Supplied entries ::
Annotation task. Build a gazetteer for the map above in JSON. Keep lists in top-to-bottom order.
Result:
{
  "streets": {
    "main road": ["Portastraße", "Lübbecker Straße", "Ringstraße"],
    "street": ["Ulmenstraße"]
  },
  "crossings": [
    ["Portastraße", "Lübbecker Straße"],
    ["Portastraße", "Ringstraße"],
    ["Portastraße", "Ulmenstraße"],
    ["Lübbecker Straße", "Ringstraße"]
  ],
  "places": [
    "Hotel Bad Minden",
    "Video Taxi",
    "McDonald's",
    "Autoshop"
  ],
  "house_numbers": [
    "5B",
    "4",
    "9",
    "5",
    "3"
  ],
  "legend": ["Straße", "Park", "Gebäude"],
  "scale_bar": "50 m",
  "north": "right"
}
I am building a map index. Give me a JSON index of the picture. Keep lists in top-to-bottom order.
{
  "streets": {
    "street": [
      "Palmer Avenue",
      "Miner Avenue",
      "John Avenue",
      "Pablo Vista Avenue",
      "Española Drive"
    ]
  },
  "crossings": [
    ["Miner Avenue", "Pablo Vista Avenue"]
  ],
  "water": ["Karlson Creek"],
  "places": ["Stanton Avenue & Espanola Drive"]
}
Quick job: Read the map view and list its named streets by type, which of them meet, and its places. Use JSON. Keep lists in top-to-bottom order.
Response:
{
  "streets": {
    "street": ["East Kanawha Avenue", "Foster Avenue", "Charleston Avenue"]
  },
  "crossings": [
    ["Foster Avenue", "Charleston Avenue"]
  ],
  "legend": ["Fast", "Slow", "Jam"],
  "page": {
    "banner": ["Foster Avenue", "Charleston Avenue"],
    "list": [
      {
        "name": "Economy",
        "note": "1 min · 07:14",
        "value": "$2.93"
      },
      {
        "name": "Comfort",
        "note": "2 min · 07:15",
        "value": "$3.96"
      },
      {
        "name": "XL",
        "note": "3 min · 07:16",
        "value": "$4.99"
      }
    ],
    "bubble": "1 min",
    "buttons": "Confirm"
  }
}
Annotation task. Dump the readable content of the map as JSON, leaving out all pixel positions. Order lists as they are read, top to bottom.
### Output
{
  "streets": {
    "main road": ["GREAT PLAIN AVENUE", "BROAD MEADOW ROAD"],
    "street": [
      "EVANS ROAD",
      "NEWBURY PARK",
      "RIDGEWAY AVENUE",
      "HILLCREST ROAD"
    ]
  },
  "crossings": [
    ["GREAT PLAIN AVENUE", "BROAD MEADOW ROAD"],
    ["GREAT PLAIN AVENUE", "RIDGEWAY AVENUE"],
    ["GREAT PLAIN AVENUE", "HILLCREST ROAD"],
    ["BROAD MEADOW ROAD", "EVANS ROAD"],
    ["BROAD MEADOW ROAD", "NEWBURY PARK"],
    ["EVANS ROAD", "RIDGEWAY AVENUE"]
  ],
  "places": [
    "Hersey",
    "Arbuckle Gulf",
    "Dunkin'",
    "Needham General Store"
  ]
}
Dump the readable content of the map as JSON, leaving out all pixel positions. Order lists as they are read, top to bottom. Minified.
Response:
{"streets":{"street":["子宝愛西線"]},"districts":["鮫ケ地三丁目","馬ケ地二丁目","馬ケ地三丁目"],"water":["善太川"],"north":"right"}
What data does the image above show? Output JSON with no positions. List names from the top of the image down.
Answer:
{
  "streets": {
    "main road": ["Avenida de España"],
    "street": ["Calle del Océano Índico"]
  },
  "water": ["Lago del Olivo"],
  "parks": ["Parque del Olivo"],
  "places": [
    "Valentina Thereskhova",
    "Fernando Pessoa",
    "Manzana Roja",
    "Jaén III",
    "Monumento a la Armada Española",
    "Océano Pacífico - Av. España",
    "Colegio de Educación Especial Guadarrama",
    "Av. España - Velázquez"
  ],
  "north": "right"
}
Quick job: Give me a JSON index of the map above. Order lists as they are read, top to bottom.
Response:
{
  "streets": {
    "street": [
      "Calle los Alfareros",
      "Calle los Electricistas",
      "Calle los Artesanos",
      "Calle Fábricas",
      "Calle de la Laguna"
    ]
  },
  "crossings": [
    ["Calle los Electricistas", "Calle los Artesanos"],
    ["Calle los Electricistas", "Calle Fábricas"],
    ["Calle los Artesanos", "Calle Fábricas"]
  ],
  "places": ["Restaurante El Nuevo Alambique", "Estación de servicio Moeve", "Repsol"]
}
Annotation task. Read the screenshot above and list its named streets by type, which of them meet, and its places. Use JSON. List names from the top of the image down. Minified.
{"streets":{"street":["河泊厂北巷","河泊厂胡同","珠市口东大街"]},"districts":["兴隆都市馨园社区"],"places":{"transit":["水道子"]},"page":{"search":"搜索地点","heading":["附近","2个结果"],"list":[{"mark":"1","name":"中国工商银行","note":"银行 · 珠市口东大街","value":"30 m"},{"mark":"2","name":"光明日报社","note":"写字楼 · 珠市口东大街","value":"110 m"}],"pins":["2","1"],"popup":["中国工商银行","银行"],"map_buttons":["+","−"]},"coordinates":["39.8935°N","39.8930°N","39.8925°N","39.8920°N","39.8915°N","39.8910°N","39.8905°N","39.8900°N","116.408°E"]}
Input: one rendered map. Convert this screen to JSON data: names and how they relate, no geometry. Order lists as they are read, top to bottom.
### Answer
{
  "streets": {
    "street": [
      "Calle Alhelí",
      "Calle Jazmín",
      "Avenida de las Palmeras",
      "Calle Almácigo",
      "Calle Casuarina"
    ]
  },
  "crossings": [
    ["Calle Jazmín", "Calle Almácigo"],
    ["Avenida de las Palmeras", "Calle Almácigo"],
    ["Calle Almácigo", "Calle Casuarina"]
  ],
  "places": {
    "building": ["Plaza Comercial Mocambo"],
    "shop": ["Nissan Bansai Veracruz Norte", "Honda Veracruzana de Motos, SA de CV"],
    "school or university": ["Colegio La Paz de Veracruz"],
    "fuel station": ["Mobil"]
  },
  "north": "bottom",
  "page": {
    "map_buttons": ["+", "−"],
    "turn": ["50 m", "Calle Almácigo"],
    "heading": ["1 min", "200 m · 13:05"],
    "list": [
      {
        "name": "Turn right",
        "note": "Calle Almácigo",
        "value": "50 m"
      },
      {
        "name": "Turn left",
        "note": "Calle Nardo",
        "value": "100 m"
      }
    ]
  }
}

What is expected :: Could you output every entry from the listing above without altering a word?

Problem solution ::
Annotation task. Build a gazetteer for the map above in JSON. Keep lists in top-to-bottom order.
Result:
{
  "streets": {
    "main road": ["Portastraße", "Lübbecker Straße", "Ringstraße"],
    "street": ["Ulmenstraße"]
  },
  "crossings": [
    ["Portastraße", "Lübbecker Straße"],
    ["Portastraße", "Ringstraße"],
    ["Portastraße", "Ulmenstraße"],
    ["Lübbecker Straße", "Ringstraße"]
  ],
  "places": [
    "Hotel Bad Minden",
    "Video Taxi",
    "McDonald's",
    "Autoshop"
  ],
  "house_numbers": [
    "5B",
    "4",
    "9",
    "5",
    "3"
  ],
  "legend": ["Straße", "Park", "Gebäude"],
  "scale_bar": "50 m",
  "north": "right"
}
I am building a map index. Give me a JSON index of the picture. Keep lists in top-to-bottom order.
{
  "streets": {
    "street": [
      "Palmer Avenue",
      "Miner Avenue",
      "John Avenue",
      "Pablo Vista Avenue",
      "Española Drive"
    ]
  },
  "crossings": [
    ["Miner Avenue", "Pablo Vista Avenue"]
  ],
  "water": ["Karlson Creek"],
  "places": ["Stanton Avenue & Espanola Drive"]
}
Quick job: Read the map view and list its named streets by type, which of them meet, and its places. Use JSON. Keep lists in top-to-bottom order.
Response:
{
  "streets": {
    "street": ["East Kanawha Avenue", "Foster Avenue", "Charleston Avenue"]
  },
  "crossings": [
    ["Foster Avenue", "Charleston Avenue"]
  ],
  "legend": ["Fast", "Slow", "Jam"],
  "page": {
    "banner": ["Foster Avenue", "Charleston Avenue"],
    "list": [
      {
        "name": "Economy",
        "note": "1 min · 07:14",
        "value": "$2.93"
      },
      {
        "name": "Comfort",
        "note": "2 min · 07:15",
        "value": "$3.96"
      },
      {
        "name": "XL",
        "note": "3 min · 07:16",
        "value": "$4.99"
      }
    ],
    "bubble": "1 min",
    "buttons": "Confirm"
  }
}
Annotation task. Dump the readable content of the map as JSON, leaving out all pixel positions. Order lists as they are read, top to bottom.
### Output
{
  "streets": {
    "main road": ["GREAT PLAIN AVENUE", "BROAD MEADOW ROAD"],
    "street": [
      "EVANS ROAD",
      "NEWBURY PARK",
      "RIDGEWAY AVENUE",
      "HILLCREST ROAD"
    ]
  },
  "crossings": [
    ["GREAT PLAIN AVENUE", "BROAD MEADOW ROAD"],
    ["GREAT PLAIN AVENUE", "RIDGEWAY AVENUE"],
    ["GREAT PLAIN AVENUE", "HILLCREST ROAD"],
    ["BROAD MEADOW ROAD", "EVANS ROAD"],
    ["BROAD MEADOW ROAD", "NEWBURY PARK"],
    ["EVANS ROAD", "RIDGEWAY AVENUE"]
  ],
  "places": [
    "Hersey",
    "Arbuckle Gulf",
    "Dunkin'",
    "Needham General Store"
  ]
}
Dump the readable content of the map as JSON, leaving out all pixel positions. Order lists as they are read, top to bottom. Minified.
Response:
{"streets":{"street":["子宝愛西線"]},"districts":["鮫ケ地三丁目","馬ケ地二丁目","馬ケ地三丁目"],"water":["善太川"],"north":"right"}
What data does the image above show? Output JSON with no positions. List names from the top of the image down.
Answer:
{
  "streets": {
    "main road": ["Avenida de España"],
    "street": ["Calle del Océano Índico"]
  },
  "water": ["Lago del Olivo"],
  "parks": ["Parque del Olivo"],
  "places": [
    "Valentina Thereskhova",
    "Fernando Pessoa",
    "Manzana Roja",
    "Jaén III",
    "Monumento a la Armada Española",
    "Océano Pacífico - Av. España",
    "Colegio de Educación Especial Guadarrama",
    "Av. España - Velázquez"
  ],
  "north": "right"
}
Quick job: Give me a JSON index of the map above. Order lists as they are read, top to bottom.
Response:
{
  "streets": {
    "street": [
      "Calle los Alfareros",
      "Calle los Electricistas",
      "Calle los Artesanos",
      "Calle Fábricas",
      "Calle de la Laguna"
    ]
  },
  "crossings": [
    ["Calle los Electricistas", "Calle los Artesanos"],
    ["Calle los Electricistas", "Calle Fábricas"],
    ["Calle los Artesanos", "Calle Fábricas"]
  ],
  "places": ["Restaurante El Nuevo Alambique", "Estación de servicio Moeve", "Repsol"]
}
Annotation task. Read the screenshot above and list its named streets by type, which of them meet, and its places. Use JSON. List names from the top of the image down. Minified.
{"streets":{"street":["河泊厂北巷","河泊厂胡同","珠市口东大街"]},"districts":["兴隆都市馨园社区"],"places":{"transit":["水道子"]},"page":{"search":"搜索地点","heading":["附近","2个结果"],"list":[{"mark":"1","name":"中国工商银行","note":"银行 · 珠市口东大街","value":"30 m"},{"mark":"2","name":"光明日报社","note":"写字楼 · 珠市口东大街","value":"110 m"}],"pins":["2","1"],"popup":["中国工商银行","银行"],"map_buttons":["+","−"]},"coordinates":["39.8935°N","39.8930°N","39.8925°N","39.8920°N","39.8915°N","39.8910°N","39.8905°N","39.8900°N","116.408°E"]}
Input: one rendered map. Convert this screen to JSON data: names and how they relate, no geometry. Order lists as they are read, top to bottom.
### Answer
{
  "streets": {
    "street": [
      "Calle Alhelí",
      "Calle Jazmín",
      "Avenida de las Palmeras",
      "Calle Almácigo",
      "Calle Casuarina"
    ]
  },
  "crossings": [
    ["Calle Jazmín", "Calle Almácigo"],
    ["Avenida de las Palmeras", "Calle Almácigo"],
    ["Calle Almácigo", "Calle Casuarina"]
  ],
  "places": {
    "building": ["Plaza Comercial Mocambo"],
    "shop": ["Nissan Bansai Veracruz Norte", "Honda Veracruzana de Motos, SA de CV"],
    "school or university": ["Colegio La Paz de Veracruz"],
    "fuel station": ["Mobil"]
  },
  "north": "bottom",
  "page": {
    "map_buttons": ["+", "−"],
    "turn": ["50 m", "Calle Almácigo"],
    "heading": ["1 min", "200 m · 13:05"],
    "list": [
      {
        "name": "Turn right",
        "note": "Calle Almácigo",
        "value": "50 m"
      },
      {
        "name": "Turn left",
        "note": "Calle Nardo",
        "value": "100 m"
      }
    ]
  }
}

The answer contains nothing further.